(AVAILABLE DATA Opens)

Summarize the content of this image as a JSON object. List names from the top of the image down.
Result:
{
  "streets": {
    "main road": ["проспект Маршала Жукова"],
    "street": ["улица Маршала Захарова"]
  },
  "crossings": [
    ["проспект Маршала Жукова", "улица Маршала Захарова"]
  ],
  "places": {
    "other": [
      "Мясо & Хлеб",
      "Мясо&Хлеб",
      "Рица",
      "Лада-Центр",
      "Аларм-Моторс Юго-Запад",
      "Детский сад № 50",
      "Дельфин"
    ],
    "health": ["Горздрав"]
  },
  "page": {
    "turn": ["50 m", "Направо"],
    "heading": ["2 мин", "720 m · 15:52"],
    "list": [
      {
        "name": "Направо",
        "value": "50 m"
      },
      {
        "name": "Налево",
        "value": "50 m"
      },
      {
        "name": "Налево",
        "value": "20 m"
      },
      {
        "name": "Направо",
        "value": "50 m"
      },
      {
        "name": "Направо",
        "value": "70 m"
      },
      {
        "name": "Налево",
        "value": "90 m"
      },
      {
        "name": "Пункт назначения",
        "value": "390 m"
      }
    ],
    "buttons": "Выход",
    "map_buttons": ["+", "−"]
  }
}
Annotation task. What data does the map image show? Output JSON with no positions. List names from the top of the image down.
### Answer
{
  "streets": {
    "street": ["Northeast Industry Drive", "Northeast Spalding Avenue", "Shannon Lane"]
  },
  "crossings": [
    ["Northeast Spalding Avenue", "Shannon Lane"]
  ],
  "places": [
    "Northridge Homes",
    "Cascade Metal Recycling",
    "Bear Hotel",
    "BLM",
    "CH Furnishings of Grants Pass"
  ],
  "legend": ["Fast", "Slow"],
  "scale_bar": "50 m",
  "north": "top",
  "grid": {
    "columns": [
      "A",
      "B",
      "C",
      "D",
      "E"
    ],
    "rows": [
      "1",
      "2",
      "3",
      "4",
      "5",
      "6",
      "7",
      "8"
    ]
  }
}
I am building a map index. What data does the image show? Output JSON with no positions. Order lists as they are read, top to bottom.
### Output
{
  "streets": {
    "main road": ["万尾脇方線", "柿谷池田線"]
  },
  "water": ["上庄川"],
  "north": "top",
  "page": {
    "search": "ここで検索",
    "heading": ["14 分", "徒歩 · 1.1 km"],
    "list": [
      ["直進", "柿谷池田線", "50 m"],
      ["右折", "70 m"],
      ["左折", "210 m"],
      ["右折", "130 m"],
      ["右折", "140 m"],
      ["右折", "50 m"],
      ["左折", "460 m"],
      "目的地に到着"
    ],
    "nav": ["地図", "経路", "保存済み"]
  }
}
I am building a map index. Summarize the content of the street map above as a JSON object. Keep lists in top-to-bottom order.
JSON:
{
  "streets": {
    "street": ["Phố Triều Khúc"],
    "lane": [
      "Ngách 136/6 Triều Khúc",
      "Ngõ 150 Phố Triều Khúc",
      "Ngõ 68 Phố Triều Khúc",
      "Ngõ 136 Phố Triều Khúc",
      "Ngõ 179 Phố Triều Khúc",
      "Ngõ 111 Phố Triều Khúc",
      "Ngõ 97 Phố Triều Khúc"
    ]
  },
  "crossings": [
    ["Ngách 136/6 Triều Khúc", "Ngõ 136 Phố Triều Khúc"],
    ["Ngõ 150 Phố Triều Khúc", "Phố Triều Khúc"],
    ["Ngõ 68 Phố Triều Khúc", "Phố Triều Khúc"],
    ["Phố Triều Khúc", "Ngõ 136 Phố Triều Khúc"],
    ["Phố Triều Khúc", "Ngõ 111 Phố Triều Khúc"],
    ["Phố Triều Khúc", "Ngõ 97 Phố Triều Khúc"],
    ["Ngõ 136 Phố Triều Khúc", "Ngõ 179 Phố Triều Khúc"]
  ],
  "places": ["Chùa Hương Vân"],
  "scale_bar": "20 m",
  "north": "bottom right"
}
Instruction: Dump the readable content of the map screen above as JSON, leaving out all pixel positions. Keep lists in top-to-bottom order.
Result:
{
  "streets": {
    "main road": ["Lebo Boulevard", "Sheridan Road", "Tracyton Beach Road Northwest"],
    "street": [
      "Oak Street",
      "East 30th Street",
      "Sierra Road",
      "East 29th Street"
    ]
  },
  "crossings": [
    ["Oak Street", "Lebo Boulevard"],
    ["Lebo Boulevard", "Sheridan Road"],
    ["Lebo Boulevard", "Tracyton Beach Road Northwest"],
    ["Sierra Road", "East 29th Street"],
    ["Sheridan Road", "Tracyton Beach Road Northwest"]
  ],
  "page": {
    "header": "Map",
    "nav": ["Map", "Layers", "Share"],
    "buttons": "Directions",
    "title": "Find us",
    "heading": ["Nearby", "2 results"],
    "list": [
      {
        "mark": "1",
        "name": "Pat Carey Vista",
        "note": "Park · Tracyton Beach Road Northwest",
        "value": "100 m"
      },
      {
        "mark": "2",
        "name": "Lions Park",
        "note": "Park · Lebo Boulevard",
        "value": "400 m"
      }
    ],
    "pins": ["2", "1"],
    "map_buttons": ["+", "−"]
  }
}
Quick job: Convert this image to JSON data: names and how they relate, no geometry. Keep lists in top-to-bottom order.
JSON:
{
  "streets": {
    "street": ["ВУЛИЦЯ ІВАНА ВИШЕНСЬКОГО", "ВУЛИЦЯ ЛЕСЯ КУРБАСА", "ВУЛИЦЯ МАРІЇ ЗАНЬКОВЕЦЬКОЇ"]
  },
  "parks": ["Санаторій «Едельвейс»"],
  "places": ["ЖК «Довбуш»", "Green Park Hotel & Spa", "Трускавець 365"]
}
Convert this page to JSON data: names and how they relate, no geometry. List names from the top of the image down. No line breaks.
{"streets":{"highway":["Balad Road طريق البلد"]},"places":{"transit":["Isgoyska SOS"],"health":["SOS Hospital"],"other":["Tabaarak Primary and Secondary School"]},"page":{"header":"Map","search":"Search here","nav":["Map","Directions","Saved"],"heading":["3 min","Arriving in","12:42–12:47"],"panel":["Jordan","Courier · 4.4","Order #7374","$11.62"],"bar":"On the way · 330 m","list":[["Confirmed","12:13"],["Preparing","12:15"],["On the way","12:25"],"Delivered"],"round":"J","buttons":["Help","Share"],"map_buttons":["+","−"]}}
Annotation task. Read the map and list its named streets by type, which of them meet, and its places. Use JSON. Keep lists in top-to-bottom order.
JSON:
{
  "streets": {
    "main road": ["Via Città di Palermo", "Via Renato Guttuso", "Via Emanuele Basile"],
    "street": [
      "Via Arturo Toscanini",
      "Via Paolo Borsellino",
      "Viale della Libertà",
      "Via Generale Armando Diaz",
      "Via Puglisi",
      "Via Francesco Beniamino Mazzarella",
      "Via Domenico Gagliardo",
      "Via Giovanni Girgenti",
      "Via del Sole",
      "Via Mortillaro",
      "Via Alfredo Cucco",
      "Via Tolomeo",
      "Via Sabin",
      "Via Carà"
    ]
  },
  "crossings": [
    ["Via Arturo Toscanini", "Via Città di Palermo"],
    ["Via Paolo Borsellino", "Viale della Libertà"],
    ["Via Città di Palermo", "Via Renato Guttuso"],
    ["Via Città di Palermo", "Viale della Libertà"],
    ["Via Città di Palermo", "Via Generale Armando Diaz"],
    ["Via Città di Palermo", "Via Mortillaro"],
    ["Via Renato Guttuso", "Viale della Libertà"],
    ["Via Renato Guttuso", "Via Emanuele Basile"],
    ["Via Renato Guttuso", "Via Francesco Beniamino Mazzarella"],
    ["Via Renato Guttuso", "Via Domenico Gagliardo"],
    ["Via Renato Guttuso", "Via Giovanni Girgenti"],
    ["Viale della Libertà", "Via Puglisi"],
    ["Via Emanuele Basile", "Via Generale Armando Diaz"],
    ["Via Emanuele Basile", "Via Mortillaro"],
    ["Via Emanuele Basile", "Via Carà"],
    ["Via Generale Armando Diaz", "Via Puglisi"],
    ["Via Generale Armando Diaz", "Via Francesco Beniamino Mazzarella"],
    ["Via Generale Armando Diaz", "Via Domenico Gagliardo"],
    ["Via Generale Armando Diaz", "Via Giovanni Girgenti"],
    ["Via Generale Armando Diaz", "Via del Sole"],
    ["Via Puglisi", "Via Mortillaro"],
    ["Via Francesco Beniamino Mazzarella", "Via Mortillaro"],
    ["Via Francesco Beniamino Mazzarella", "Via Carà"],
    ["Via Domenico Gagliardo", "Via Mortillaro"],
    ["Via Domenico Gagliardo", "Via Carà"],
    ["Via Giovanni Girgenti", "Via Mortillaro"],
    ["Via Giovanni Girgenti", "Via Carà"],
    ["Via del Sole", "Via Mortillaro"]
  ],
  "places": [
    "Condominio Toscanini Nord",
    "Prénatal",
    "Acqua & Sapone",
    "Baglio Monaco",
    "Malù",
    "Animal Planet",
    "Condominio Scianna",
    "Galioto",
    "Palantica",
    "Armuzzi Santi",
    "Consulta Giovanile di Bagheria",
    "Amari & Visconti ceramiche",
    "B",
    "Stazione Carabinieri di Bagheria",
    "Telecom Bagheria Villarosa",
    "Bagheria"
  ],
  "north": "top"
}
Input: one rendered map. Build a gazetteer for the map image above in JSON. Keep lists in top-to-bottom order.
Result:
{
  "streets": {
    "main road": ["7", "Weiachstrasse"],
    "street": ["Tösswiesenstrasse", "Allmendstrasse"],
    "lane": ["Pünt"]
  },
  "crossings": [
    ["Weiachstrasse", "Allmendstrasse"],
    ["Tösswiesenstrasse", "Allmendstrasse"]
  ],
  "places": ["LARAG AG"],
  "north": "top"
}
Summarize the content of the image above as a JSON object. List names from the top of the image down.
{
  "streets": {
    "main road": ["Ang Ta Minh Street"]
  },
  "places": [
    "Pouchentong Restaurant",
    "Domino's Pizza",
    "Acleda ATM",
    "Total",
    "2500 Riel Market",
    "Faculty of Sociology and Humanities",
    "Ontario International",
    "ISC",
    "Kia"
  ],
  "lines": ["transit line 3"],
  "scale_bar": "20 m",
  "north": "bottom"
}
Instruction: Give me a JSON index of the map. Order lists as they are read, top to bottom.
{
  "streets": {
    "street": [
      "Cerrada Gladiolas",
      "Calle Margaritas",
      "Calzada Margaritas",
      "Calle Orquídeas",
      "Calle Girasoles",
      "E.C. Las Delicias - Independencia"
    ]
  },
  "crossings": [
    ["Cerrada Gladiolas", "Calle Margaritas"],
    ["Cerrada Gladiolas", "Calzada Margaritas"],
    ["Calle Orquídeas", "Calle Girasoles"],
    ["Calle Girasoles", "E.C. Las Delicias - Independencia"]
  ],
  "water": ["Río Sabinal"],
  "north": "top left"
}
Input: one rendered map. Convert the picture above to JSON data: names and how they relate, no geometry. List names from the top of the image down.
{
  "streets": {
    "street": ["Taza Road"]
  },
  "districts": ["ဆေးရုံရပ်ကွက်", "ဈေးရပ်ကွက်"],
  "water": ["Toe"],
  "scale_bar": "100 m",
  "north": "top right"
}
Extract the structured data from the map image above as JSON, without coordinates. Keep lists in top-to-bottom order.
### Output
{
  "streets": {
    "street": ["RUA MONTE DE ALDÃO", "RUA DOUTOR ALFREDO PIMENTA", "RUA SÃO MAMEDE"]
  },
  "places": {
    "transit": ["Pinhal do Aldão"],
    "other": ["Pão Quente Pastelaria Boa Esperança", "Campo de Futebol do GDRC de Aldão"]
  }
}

(AVAILABLE DATA Closes)

== WHAT IS BEING ASKED ==
If a line above holds the word "Keep", copy it.

== ANSWER TO THE PROBLEM ==
I am building a map index. Summarize the content of the street map above as a JSON object. Keep lists in top-to-bottom order.
Instruction: Dump the readable content of the map screen above as JSON, leaving out all pixel positions. Keep lists in top-to-bottom order.
Quick job: Convert this image to JSON data: names and how they relate, no geometry. Keep lists in top-to-bottom order.
Annotation task. Read the map and list its named streets by type, which of them meet, and its places. Use JSON. Keep lists in top-to-bottom order.
Input: one rendered map. Build a gazetteer for the map image above in JSON. Keep lists in top-to-bottom order.
Extract the structured data from the map image above as JSON, without coordinates. Keep lists in top-to-bottom order.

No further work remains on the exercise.